What to work on: Copy exactly the lines from the beginning of the data down to and including the line holding "filter:drop-shadow(0 0 2px", without any pictures.

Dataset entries
* * * *

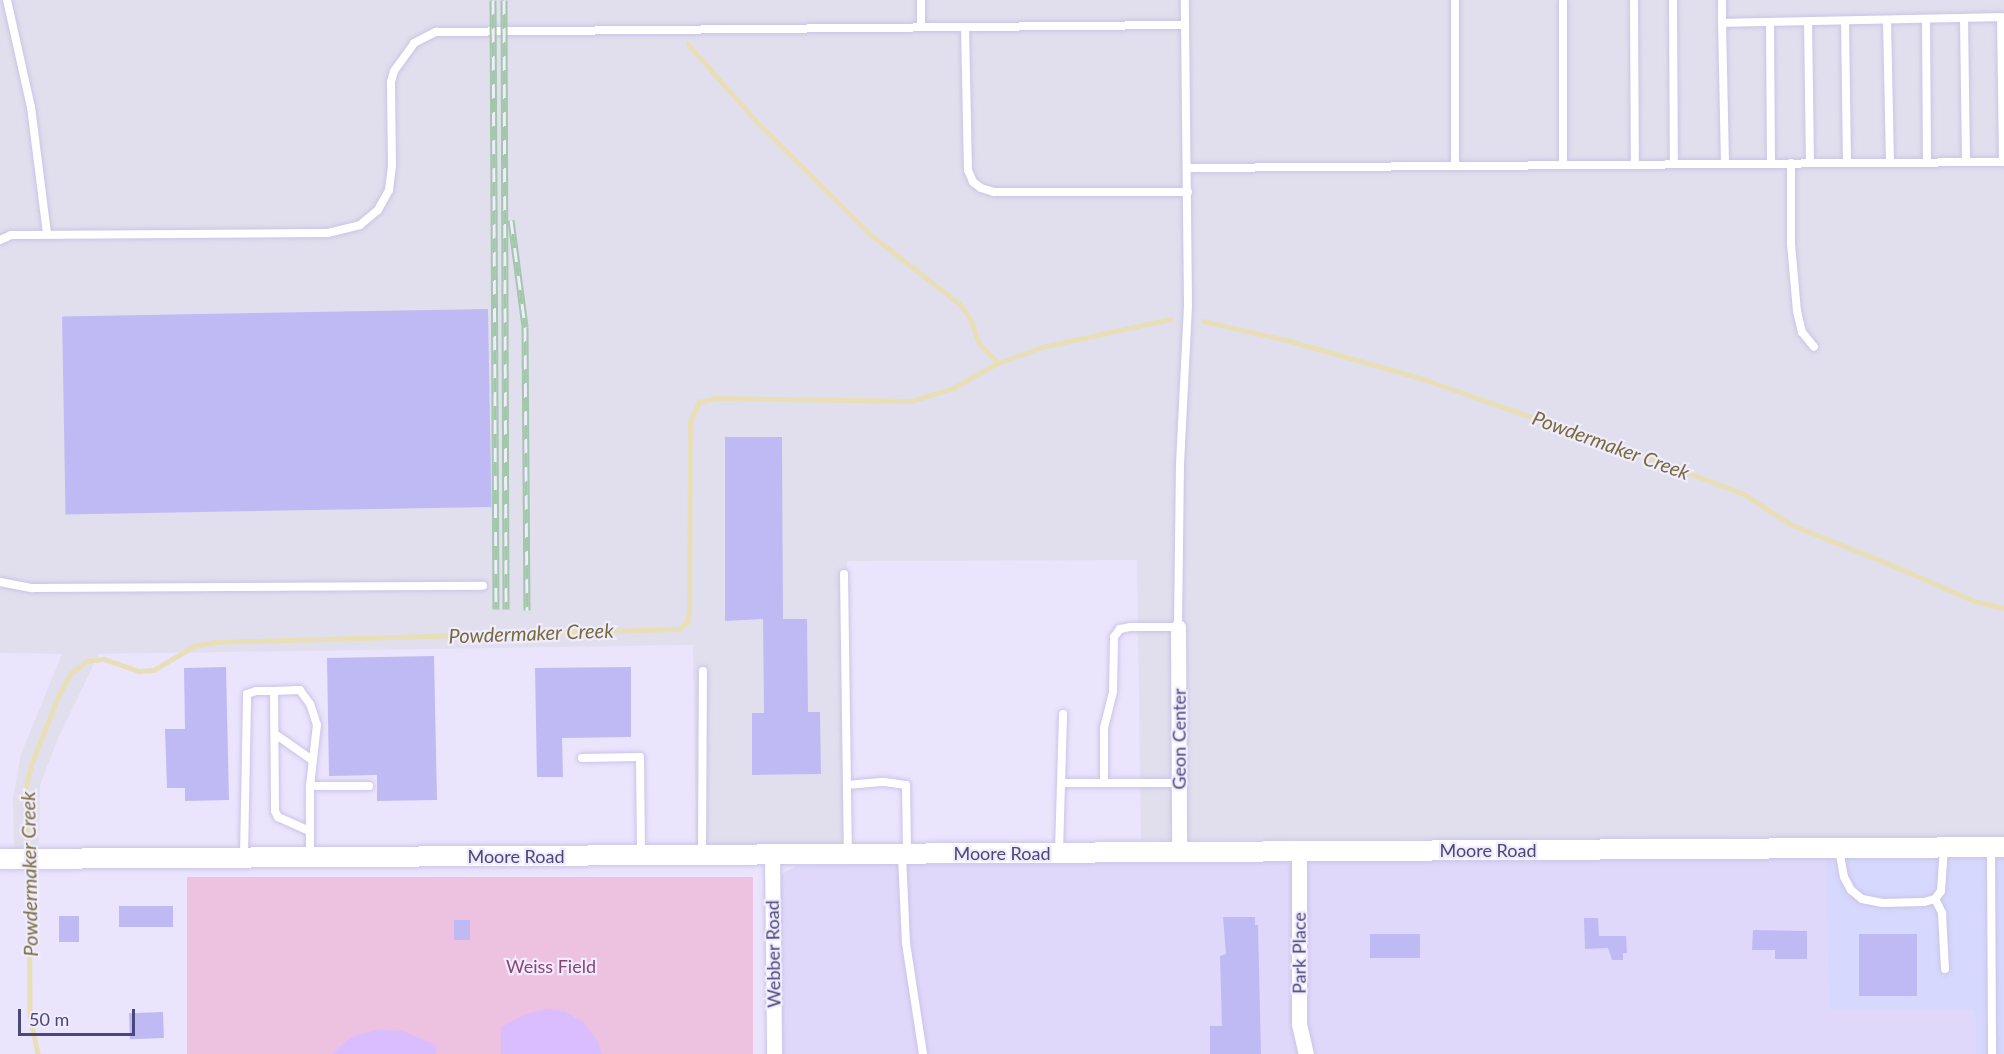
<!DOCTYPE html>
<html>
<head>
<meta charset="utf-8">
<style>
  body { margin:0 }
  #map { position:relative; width:2004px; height:1054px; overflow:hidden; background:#ebe4fd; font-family:Lato,sans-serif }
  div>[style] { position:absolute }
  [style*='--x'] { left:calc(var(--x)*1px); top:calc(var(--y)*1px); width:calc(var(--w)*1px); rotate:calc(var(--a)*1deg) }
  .residential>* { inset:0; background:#e0d8fa }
  .commercial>* { inset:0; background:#d7d8fe }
  .industrial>* { inset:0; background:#e1dfed }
  .green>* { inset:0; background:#ecc2e0; transform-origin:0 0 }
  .sand>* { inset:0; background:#dabdfe }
  .stream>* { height:4.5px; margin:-2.25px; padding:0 2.25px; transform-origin:2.25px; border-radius:2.25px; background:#e8dfb8 }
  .building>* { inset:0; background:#bfbaf4; transform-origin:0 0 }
  .roads { filter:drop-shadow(0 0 2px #cac4e7) drop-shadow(0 0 2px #cac4e7) }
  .service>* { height:8px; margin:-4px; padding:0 4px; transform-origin:4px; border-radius:4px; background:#fff }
  .minor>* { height:15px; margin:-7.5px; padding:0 7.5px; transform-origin:7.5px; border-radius:7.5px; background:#fff }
  .tertiary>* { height:20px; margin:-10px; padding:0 10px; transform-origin:10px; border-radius:10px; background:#fff }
  .rail>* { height:7px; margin-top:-3.5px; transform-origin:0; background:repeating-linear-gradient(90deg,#f1ebff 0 14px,#a2c7aa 0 28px); box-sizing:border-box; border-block:2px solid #a2c7aa }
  span { translate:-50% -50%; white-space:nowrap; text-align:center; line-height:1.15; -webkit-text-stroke:4.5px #f1ebff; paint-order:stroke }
  .street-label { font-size:18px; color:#4a4877 }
  .park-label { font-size:18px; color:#8a4570 }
  .water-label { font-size:20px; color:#766c38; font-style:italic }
  .scale { position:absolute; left:18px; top:1009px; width:117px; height:27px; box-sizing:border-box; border:3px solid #4a4877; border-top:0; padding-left:8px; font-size:18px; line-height:21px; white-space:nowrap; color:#4a4877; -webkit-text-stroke:4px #f1ebff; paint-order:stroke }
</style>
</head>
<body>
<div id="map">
  <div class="residential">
    <i style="clip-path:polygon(1826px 856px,1975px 1009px,1975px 1054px,781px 1054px,780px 882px,783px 873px,799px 865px)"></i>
  </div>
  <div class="commercial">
    <i style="clip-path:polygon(1826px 856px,2004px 857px,2004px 1054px,1975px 1054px,1974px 1009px,1829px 1009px)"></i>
  </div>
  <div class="industrial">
    <i style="clip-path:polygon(0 0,2004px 0,2004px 837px,1141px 840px,1137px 560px,847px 561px,849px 846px,696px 846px,693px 645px,99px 654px,59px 736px,40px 785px,39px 850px,14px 851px,13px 798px,21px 754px,62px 654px,0 653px)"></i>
  </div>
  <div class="green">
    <i style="left:753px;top:877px;width:177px;height:566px;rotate:90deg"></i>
  </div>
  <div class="sand">
    <i style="clip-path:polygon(547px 1009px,564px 1011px,583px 1022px,597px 1040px,602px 1054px,501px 1054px,501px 1027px,526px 1014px)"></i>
    <i style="clip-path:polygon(376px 1030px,403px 1031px,436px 1045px,436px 1054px,332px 1054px,352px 1036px)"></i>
  </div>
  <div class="stream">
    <i style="--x:688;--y:44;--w:107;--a:48.4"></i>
    <i style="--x:759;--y:124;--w:156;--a:44.7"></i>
    <i style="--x:870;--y:234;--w:117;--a:38"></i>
    <i style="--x:962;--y:306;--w:17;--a:57"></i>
    <i style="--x:971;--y:320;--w:24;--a:71"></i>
    <i style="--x:979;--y:343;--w:28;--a:46"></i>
    <i style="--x:1203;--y:321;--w:89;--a:12.9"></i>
    <i style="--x:1290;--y:341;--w:138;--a:15.9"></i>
    <i style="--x:1423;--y:379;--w:260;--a:19.3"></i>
    <i style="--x:1668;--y:465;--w:81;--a:20.9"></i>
    <i style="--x:1744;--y:494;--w:55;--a:33.1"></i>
    <i style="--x:1790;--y:524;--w:118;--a:22"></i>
    <i style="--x:1899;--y:568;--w:82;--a:23.7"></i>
    <i style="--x:1974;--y:601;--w:31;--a:13"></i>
    <i style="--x:28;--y:854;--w:63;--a:-92.7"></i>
    <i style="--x:25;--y:791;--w:27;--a:-77"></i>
    <i style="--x:31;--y:765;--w:76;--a:-68.5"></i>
    <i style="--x:59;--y:694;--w:24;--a:-60"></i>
    <i style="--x:71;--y:673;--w:20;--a:-37"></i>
    <i style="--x:87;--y:661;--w:17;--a:-7"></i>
    <i style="--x:104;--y:659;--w:37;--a:19"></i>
    <i style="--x:139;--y:671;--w:15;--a:-4"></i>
    <i style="--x:154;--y:670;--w:47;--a:-31"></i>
    <i style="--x:194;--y:646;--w:20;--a:-11"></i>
    <i style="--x:214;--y:642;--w:465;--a:-1.6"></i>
    <i style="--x:679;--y:629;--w:11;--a:-41"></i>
    <i style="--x:687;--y:622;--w:11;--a:-80"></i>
    <i style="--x:689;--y:611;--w:189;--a:-89.7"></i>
    <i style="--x:690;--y:422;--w:22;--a:-66"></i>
    <i style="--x:699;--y:402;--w:17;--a:-13"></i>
    <i style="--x:716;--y:398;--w:196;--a:0.9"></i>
    <i style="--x:912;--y:401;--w:43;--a:-17.6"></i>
    <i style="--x:953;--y:388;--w:51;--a:-29.1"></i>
    <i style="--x:998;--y:363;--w:47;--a:-20"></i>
    <i style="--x:1042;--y:347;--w:131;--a:-12.3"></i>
    <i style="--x:29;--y:862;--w:154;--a:89.6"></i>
    <i style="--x:30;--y:1016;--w:39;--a:78"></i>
  </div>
  <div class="building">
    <i style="left:488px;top:309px;width:198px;height:426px;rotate:89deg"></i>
    <i style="clip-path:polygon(725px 437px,782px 437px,783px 619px,807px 619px,808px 712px,820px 712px,821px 774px,752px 775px,752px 713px,764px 713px,763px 619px,725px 621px)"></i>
    <i style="clip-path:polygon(434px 656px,437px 800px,377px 801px,377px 775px,329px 776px,327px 658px)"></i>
    <i style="clip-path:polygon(226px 667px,229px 800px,185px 801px,185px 788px,167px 788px,165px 729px,185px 729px,184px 668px)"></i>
    <i style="clip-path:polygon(631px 667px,631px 737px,562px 738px,563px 777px,537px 777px,535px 668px)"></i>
    <i style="left:119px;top:906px;width:54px;height:21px"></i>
    <i style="left:59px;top:916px;width:20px;height:26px"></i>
    <i style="clip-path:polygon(1223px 917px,1255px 917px,1255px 925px,1258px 925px,1261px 1054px,1210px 1054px,1210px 1026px,1222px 1026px,1220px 956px,1226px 954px)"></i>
    <i style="clip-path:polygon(1584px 918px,1598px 918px,1599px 936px,1626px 936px,1627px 953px,1623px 953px,1623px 960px,1612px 960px,1608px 948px,1585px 949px)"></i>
    <i style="left:454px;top:920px;width:16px;height:20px"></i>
    <i style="clip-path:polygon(1753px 930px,1807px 931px,1807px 959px,1775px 959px,1775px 950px,1752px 950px)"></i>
    <i style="left:1420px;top:934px;width:24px;height:50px;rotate:90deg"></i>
    <i style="left:1859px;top:934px;width:58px;height:62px"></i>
    <i style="left:163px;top:1012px;width:26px;height:34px;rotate:88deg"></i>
  </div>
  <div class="roads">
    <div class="service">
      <i style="--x:7;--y:0;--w:110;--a:77.4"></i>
      <i style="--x:31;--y:107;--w:128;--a:82.8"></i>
      <i style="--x:921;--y:0;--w:27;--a:90"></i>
      <i style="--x:1455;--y:0;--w:165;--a:90"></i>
      <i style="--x:1634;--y:0;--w:164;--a:89.7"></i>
      <i style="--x:1673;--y:0;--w:164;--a:89.7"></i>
      <i style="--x:1722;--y:0;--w:23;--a:90"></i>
      <i style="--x:1964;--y:18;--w:144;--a:89.2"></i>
      <i style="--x:1926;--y:19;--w:143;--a:89.6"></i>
      <i style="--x:1887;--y:20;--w:142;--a:88.8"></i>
      <i style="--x:1808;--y:21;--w:142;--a:89.2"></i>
      <i style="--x:1845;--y:21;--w:142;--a:89.2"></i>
      <i style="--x:1770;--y:22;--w:141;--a:89.6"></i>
      <i style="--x:965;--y:27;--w:143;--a:88.8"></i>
      <i style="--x:968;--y:170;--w:13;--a:67"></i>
      <i style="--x:973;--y:182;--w:10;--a:37"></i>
      <i style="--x:981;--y:188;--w:14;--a:17"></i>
      <i style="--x:994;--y:192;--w:194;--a:0"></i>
      <i style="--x:1791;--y:163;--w:81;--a:90"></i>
      <i style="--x:1791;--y:244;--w:67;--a:84.9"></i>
      <i style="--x:1797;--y:311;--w:22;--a:77"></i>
      <i style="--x:1802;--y:332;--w:19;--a:51"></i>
      <i style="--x:1563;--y:164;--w:163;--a:-90"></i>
      <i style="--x:1725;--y:164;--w:141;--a:-91.2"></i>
      <i style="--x:1722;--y:23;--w:279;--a:-1.2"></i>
      <i style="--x:2001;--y:17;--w:145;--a:89.2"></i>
      <i style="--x:1188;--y:168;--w:816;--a:-0.42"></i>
      <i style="--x:0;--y:240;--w:12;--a:-24"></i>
      <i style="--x:11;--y:235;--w:15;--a:0"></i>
      <i style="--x:26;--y:235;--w:302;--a:-0.4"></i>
      <i style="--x:328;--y:233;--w:33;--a:-14"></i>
      <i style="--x:360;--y:225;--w:23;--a:-40"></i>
      <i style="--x:378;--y:210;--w:23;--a:-61"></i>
      <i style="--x:389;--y:190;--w:24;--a:-83"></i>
      <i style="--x:392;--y:166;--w:84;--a:-90.7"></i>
      <i style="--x:391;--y:82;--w:11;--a:-75"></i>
      <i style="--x:394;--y:71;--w:34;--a:-54"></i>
      <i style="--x:414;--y:43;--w:25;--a:-27"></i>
      <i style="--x:436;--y:32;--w:749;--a:-0.54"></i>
      <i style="--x:844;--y:574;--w:279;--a:89.2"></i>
      <i style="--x:0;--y:582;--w:33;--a:11"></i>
      <i style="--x:32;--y:588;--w:451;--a:-0.3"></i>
      <i style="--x:275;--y:734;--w:45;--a:35.1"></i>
      <i style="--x:582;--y:758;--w:58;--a:-1"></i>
      <i style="--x:640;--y:757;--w:96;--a:89.4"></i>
      <i style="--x:1061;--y:783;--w:43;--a:0"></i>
      <i style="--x:1179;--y:783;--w:75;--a:180"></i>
      <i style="--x:1104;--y:783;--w:55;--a:-90"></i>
      <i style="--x:1104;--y:728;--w:38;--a:-76"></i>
      <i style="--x:1113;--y:691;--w:54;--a:-88.9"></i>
      <i style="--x:1114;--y:637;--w:10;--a:-53"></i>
      <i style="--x:1120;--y:629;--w:10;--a:-11"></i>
      <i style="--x:1130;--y:627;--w:48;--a:0"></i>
      <i style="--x:1178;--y:627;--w:163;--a:-89.3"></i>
      <i style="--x:1180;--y:464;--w:158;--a:-87.1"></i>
      <i style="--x:1188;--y:306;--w:306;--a:-90.6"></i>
      <i style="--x:847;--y:785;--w:37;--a:-5"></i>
      <i style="--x:884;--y:782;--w:22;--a:8"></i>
      <i style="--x:906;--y:785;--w:67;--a:89.1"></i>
      <i style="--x:310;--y:786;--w:59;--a:0"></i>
      <i style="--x:1991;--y:848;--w:206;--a:89.7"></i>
      <i style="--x:1839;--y:849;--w:28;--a:80"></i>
      <i style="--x:1844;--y:877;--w:15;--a:62"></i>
      <i style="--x:1851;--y:890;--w:14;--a:39"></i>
      <i style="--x:1862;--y:899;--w:21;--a:11"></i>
      <i style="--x:1883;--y:903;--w:41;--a:-1.4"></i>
      <i style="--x:1924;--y:902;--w:11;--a:-15"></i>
      <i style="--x:1935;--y:899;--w:10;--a:-53"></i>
      <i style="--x:1941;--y:891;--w:44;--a:-86.1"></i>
      <i style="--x:1059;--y:851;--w:137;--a:-88.3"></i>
      <i style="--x:702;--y:853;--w:182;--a:-89.7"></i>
      <i style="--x:310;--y:855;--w:69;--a:-90"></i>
      <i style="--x:310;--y:786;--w:61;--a:-83.5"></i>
      <i style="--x:317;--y:725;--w:22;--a:-108"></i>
      <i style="--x:310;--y:704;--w:17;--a:-126"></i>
      <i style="--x:300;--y:690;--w:26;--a:178"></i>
      <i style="--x:274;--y:691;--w:120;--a:89.5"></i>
      <i style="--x:275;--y:811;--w:7;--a:63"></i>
      <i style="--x:278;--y:817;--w:35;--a:24"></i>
      <i style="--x:902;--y:855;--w:88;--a:87.4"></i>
      <i style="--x:906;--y:943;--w:112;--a:81.3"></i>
      <i style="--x:244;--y:857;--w:163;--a:-88.9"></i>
      <i style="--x:247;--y:694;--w:9;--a:-18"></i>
      <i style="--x:256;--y:691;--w:18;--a:0"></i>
      <i style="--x:1935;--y:899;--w:16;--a:63"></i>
      <i style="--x:1942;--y:913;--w:56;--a:86.9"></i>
    </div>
    <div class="minor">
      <i style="--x:1178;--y:627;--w:224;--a:89.7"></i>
      <i style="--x:1299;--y:851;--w:173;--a:90"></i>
      <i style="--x:1299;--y:1024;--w:31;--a:77"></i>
      <i style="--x:772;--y:854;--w:200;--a:89.4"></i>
    </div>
    <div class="tertiary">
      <i style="--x:0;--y:859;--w:2004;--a:-0.34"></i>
    </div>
  </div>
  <div class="rail">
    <i style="--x:493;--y:0;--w:609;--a:89.72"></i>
    <i style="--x:504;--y:0;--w:609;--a:89.81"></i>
    <i style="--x:511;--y:220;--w:108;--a:82.5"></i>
    <i style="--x:525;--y:327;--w:283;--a:89.6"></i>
  </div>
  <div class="street-label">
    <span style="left:1179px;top:739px;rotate:-90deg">Geon Center</span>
    <span style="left:1488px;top:850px">Moore Road</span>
    <span style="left:1002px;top:853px">Moore Road</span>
    <span style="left:516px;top:856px">Moore Road</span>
    <span style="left:1299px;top:953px;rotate:-90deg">Park Place</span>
    <span style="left:773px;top:954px;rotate:-91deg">Webber Road</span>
  </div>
  <div class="park-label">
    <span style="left:551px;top:966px">Weiss Field</span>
  </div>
  <div class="water-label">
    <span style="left:1611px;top:445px;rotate:20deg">Powdermaker Creek</span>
    <span style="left:531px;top:633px;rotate:-2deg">Powdermaker Creek</span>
    <span style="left:29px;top:874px;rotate:-91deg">Powdermaker Creek</span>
  </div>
  <div class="scale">50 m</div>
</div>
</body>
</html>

* * * *

Task response:
<!DOCTYPE html>
<html>
<head>
<meta charset="utf-8">
<style>
  body { margin:0 }
  #map { position:relative; width:2004px; height:1054px; overflow:hidden; background:#ebe4fd; font-family:Lato,sans-serif }
  div>[style] { position:absolute }
  [style*='--x'] { left:calc(var(--x)*1px); top:calc(var(--y)*1px); width:calc(var(--w)*1px); rotate:calc(var(--a)*1deg) }
  .residential>* { inset:0; background:#e0d8fa }
  .commercial>* { inset:0; background:#d7d8fe }
  .industrial>* { inset:0; background:#e1dfed }
  .green>* { inset:0; background:#ecc2e0; transform-origin:0 0 }
  .sand>* { inset:0; background:#dabdfe }
  .stream>* { height:4.5px; margin:-2.25px; padding:0 2.25px; transform-origin:2.25px; border-radius:2.25px; background:#e8dfb8 }
  .building>* { inset:0; background:#bfbaf4; transform-origin:0 0 }
  .roads { filter:drop-shadow(0 0 2px #cac4e7) drop-shadow(0 0 2px #cac4e7) }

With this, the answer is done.